In order to predict how accurate our device will be in classifying diseases we collected a corpus of metabolomic profiling literature. From it we extracted information about the distribution of metabolite concentrations for the control and patient groups in each study. Using this information we applied Monte Carlo techniques to build a synthetic data set representative of the study distribution, but including (considering) only the subset of markers available in our Tricorder. The method allowed us to combine metabolomic signatures from multiple studies into a single signature.

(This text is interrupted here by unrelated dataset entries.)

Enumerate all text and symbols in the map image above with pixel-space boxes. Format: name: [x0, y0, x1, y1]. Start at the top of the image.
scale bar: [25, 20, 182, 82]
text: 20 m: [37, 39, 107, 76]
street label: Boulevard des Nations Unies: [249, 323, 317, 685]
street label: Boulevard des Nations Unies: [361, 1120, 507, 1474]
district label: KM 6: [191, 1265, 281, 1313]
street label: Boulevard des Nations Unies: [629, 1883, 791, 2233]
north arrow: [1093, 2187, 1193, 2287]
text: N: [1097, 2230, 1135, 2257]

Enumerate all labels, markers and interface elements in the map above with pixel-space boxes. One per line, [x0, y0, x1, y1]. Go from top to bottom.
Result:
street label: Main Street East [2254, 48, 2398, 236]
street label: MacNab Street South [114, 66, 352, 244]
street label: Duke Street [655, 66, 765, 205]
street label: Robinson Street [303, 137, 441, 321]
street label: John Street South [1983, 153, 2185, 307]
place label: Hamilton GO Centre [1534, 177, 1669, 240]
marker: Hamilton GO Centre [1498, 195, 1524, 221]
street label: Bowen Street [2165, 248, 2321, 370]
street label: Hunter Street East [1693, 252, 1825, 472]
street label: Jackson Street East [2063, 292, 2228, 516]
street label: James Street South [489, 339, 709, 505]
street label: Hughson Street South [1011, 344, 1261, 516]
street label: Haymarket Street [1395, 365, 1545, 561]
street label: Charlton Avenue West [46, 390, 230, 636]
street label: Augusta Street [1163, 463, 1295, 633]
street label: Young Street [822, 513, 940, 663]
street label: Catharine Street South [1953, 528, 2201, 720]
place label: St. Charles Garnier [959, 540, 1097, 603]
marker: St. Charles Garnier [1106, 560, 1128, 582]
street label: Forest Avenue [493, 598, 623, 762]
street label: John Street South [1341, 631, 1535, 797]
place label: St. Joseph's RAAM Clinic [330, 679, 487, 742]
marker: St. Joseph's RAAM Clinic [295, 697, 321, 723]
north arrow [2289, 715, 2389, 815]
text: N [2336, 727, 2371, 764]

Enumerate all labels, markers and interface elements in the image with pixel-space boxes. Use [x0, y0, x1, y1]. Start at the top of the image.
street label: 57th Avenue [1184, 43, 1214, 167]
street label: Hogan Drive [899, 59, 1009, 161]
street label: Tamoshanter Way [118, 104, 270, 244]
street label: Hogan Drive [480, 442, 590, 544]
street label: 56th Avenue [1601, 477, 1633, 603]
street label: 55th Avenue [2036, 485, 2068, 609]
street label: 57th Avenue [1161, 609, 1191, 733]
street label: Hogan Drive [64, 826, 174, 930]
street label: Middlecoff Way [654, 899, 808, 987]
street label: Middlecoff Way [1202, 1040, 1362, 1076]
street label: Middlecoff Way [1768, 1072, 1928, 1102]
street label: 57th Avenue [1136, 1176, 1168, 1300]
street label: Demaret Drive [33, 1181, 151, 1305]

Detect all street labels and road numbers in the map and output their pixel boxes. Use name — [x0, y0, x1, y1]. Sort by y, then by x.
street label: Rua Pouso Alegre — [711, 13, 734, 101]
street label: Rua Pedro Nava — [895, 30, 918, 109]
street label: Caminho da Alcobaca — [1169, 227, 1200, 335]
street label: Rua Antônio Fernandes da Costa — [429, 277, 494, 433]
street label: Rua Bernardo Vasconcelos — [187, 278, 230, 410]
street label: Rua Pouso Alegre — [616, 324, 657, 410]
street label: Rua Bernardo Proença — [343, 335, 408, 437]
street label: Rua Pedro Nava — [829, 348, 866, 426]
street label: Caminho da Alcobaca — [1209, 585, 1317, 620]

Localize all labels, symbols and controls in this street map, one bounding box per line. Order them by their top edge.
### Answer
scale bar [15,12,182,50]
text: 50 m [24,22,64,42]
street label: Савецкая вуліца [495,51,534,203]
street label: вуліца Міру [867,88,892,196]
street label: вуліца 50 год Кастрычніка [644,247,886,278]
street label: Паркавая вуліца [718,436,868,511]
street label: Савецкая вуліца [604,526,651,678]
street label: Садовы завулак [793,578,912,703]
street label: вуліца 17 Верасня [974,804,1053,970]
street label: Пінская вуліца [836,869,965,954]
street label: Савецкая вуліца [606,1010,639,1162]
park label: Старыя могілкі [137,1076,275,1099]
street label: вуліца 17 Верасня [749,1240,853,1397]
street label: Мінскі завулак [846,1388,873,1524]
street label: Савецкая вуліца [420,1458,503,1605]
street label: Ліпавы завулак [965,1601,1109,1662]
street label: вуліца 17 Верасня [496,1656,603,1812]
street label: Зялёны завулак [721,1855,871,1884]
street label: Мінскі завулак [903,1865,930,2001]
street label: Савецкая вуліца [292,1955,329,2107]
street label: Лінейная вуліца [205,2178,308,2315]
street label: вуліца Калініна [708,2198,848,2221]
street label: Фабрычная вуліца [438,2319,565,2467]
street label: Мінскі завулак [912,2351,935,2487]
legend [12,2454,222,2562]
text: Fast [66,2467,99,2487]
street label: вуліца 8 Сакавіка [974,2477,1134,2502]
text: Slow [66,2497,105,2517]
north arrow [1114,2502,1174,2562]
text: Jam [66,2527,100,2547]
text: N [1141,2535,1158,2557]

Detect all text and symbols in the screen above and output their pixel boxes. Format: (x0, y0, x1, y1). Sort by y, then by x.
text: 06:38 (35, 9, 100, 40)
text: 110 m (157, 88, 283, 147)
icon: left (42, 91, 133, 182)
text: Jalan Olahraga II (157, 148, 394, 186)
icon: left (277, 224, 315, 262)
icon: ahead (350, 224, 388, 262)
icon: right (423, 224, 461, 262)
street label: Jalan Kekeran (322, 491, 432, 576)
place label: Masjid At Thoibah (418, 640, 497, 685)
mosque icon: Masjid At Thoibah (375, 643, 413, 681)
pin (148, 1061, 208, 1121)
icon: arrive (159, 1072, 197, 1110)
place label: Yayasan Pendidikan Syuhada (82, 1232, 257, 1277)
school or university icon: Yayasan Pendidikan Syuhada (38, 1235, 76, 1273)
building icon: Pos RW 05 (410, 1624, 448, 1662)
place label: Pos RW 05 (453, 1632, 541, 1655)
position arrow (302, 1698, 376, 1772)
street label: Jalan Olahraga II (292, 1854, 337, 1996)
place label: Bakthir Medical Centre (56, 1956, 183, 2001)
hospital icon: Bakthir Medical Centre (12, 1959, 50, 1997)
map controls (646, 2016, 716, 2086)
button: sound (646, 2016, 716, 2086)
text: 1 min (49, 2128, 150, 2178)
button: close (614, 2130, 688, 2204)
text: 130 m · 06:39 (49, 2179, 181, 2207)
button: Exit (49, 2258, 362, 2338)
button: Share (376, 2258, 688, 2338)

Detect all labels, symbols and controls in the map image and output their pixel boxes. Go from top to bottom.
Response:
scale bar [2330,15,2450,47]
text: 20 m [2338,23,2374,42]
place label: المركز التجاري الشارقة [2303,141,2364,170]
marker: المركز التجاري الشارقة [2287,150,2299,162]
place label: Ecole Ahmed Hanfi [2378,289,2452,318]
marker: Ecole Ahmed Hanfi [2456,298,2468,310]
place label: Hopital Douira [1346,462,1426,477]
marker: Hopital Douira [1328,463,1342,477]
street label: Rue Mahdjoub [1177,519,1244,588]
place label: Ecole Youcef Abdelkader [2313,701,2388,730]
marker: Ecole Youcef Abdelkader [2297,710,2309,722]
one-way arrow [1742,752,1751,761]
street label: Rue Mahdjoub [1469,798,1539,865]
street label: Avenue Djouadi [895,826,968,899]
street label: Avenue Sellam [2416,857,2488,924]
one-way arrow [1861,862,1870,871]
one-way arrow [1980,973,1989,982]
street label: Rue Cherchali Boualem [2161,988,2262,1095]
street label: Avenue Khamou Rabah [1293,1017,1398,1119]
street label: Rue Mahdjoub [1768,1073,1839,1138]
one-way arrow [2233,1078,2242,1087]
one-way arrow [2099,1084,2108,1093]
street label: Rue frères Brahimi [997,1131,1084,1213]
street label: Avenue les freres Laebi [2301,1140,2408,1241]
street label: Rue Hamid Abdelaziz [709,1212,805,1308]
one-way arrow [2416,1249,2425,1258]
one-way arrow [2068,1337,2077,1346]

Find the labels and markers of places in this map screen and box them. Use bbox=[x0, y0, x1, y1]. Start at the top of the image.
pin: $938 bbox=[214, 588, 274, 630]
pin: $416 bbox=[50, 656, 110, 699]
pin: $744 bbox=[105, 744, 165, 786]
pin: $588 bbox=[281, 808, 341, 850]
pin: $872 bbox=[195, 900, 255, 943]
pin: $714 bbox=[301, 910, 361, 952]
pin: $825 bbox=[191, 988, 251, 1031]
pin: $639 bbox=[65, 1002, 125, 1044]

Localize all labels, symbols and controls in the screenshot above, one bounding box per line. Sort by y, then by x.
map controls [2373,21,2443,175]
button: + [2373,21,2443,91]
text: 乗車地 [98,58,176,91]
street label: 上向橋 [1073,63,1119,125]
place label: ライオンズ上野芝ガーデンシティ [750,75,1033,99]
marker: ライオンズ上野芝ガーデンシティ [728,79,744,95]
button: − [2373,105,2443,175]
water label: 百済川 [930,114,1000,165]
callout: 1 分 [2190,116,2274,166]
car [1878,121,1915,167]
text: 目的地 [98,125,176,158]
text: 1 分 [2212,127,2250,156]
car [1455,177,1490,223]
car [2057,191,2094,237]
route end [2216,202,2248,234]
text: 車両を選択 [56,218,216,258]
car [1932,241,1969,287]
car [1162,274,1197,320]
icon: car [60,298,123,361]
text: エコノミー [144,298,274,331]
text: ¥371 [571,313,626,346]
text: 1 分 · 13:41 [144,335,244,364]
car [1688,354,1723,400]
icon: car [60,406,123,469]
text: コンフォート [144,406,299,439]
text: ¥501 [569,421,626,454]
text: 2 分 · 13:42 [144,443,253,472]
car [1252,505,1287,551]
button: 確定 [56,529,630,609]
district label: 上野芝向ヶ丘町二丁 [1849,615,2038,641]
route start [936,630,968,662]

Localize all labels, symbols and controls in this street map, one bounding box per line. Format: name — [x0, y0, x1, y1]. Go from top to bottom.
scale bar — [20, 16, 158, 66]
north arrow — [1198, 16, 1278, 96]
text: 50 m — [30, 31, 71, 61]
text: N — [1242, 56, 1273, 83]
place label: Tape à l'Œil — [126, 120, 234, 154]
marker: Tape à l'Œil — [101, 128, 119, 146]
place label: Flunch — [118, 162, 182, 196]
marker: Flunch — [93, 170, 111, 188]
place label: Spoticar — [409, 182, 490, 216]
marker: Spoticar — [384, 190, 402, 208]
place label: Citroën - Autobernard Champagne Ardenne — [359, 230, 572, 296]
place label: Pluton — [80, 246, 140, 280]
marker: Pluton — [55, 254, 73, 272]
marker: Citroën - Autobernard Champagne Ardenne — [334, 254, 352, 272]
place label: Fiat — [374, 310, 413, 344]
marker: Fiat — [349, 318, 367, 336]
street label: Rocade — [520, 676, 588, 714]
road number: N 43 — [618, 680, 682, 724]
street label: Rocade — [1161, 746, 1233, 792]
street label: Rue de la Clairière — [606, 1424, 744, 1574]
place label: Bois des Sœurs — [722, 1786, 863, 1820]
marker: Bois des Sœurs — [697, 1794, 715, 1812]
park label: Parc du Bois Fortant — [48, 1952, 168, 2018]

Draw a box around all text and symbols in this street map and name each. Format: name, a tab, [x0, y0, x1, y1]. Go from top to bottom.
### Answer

Metabolomic disease signatures that combine different levels and directions of change in multiple compounds create a system that is too complex to be directly understood and interpreted by humans. Machine learning techniques are therefore necessary for interpretation when combining multiple compounds into a single test. In order to classify the samples we used a support vector machine (SVM) with a Gaussian kernel. This algorithm is widely used in the field of metabolomics for interpreting metabolomic signatures.
We used 5-fold cross-validation to evaluate the predictive ability of each model and created receiver operator characteristic curves (ROC curves) to summarize the results. ROC curves demonstrate how the rate of true positives vs. false positives. The area under the ROC curve (AUC) is a commonly used measure that summarizes the overall sensitivity and specificity as the separation parameters are varied. An AUC of 1.0 is a perfect score while 0.5 is equivalent to assigning labels randomly. An AUC of 0.85 is considered to be an acceptable value for most clinical applications.